Data Preprocessing

What Is Data Preprocessing?

Data preprocessing is the task of cleaning and transforming raw data to make it suitable for analysis and modeling. Raw data often includes missing data, outliers, and other inconsistencies, such as formatting issues. Preprocessing steps include data cleaning, data normalization, and data transformation. The goal of data preprocessing is to improve both the accuracy and efficiency of downstream analysis and modeling.

MATLAB® provides apps and functions to preprocess input data to make it suitable for statistical modeling, machine learning algorithms, and other data-driven applications.

Figure 1 shows raw data that includes missing values and outliers, which can lead to erroneous conclusions during analysis. Figure 2 shows the same data after applying three different data preprocessing techniques—filling missing data, removing outliers, and smoothing. The improved data quality now prominently shows attributes such as magnitude, frequency, and nature of periodicity.

MATLAB plot of a raw data set that contains missing values and outliers.

Figure 1. MATLAB plot of raw data containing missing values and outliers.

MATLAB plot showing data with pre- and post-smoothing using data preprocessing techniques such as filling in missing data and outlier removal.

Figure 2. Original and preprocessed data after applying the smoothdata function in MATLAB.

Data Preprocessing Techniques

Data preprocessing techniques can be grouped into three main categories: data cleaning, data transformation, and structural operations. These steps can happen in any order and iteratively.

Data Cleaning

Data cleaning is the process of addressing anomalies in the data set using techniques such as:

  • Managing outliers: Identifying, and then removing outliers, or replacing them with statistically estimated values.
  • Filling missing data: Identifying missing or invalid data points and replacing them with interpolated values.
  • Smoothing: Filtering out noise using techniques such as moving mean, linear regression, and more specialized filtering methods.
Solar irradiance raw input data time plot with missing values plotted in MATLAB.

Figure 3. Time-series plot of a solar irradiance raw data set, including missing values.

MATLAB plot of solar irradiance data after filling in missing values in the raw data set.

Figure 4. Solar irradiance data preprocessed with the fillmissing function in MATLAB to fill in missing values.

Data Transformation

Data transformation is the process of modifying a data set into a preferred format by using operations such as:

  • Normalization and rescaling: Standardizing data sets with different scales into a uniform scale
  • Detrending: Removing polynomial trends to enhance visibility of variations in the data set
MATLAB plot identifying the trend of the raw data and eliminating trend bias using the detrend data preprocessing technique.

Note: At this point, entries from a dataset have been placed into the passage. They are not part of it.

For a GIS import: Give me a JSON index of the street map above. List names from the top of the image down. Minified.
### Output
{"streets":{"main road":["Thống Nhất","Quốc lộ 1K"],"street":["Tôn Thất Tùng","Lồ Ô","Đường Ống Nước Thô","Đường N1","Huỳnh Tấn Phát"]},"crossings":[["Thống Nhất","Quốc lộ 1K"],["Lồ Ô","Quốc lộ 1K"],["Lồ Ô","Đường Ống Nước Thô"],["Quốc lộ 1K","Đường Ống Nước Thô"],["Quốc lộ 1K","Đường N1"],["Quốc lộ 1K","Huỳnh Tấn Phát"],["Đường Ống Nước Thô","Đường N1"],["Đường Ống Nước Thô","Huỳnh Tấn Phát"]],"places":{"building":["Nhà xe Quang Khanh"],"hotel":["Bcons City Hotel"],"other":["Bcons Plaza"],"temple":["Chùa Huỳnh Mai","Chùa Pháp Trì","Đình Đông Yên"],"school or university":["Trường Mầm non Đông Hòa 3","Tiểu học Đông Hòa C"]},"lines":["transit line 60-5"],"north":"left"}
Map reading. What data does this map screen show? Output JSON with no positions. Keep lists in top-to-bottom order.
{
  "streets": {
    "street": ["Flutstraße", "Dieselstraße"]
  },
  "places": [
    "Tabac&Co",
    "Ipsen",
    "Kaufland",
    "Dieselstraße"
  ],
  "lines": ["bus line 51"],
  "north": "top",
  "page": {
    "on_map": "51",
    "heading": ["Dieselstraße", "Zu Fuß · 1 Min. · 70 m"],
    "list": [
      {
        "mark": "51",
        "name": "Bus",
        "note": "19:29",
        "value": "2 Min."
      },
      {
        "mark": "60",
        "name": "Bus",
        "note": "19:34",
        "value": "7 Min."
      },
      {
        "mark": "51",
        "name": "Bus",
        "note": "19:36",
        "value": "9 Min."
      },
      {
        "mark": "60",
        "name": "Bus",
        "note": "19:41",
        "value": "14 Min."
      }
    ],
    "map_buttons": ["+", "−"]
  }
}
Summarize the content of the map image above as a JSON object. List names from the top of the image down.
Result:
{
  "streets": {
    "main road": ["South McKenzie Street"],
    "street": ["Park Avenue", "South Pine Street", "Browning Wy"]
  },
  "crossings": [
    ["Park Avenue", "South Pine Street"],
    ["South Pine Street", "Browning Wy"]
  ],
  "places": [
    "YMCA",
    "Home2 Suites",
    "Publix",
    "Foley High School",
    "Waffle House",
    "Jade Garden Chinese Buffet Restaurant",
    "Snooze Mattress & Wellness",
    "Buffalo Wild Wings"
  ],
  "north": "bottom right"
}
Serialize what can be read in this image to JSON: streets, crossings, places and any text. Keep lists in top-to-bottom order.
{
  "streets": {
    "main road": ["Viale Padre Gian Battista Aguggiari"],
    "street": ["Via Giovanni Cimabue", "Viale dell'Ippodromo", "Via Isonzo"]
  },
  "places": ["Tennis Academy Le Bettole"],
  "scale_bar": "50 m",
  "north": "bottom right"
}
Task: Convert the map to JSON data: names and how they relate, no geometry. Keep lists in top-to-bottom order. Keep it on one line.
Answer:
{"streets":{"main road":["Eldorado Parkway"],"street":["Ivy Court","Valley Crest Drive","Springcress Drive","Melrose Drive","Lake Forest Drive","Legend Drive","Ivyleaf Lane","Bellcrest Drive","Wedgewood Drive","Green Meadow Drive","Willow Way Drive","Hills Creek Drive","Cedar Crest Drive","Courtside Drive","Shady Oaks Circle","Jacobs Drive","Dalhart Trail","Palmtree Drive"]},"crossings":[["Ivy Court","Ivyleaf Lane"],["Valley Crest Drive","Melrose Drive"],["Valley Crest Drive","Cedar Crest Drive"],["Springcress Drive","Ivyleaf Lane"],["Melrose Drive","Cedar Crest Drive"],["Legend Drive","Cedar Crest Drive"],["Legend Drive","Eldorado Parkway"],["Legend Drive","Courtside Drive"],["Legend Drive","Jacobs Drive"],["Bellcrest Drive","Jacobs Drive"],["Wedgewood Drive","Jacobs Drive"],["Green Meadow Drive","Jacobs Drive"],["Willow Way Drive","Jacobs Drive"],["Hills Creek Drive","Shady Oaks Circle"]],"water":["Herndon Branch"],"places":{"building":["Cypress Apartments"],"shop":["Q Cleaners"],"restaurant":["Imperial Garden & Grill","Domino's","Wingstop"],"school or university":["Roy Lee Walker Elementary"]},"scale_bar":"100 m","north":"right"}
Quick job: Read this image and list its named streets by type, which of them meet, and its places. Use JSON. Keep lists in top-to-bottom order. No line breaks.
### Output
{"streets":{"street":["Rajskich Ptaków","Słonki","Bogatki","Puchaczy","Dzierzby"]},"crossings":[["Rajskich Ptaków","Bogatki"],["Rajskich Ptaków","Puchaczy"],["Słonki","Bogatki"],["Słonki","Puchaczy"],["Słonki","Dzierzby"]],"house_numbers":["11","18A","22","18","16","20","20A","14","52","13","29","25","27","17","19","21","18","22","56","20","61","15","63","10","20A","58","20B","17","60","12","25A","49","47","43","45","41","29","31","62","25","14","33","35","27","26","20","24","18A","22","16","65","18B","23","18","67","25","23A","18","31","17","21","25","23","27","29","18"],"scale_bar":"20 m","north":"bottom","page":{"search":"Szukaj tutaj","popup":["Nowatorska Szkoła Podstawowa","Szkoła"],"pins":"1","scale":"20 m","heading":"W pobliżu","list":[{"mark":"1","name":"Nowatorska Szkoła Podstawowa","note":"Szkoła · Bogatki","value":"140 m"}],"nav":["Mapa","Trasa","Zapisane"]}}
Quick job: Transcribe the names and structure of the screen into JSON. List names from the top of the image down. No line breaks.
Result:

Figure 5. Raw data, its trend, and its preprocessed version with trend bias eliminated using the detrend function in MATLAB.

Structural Operations

Structural operations are often used for combining, reorganizing, and categorizing data sets and include:

  • Joining: Combining two tables or timetables by rows using a common key variable
  • Stacking and unstacking: Reshaping multidimensional arrays to consolidate or redistribute data within the table, making it easier for analysis
  • Grouping and binning: Reorganizing the data set to extract valuable insights
  • Calculating pivot tables: Breaking down large tabular data sets into sub-tables to gain focused information

Data Preprocessing and Data Types

Data preprocessing steps can be different depending on the type of data. Here are three examples of different data preprocessing methods, available for various data types.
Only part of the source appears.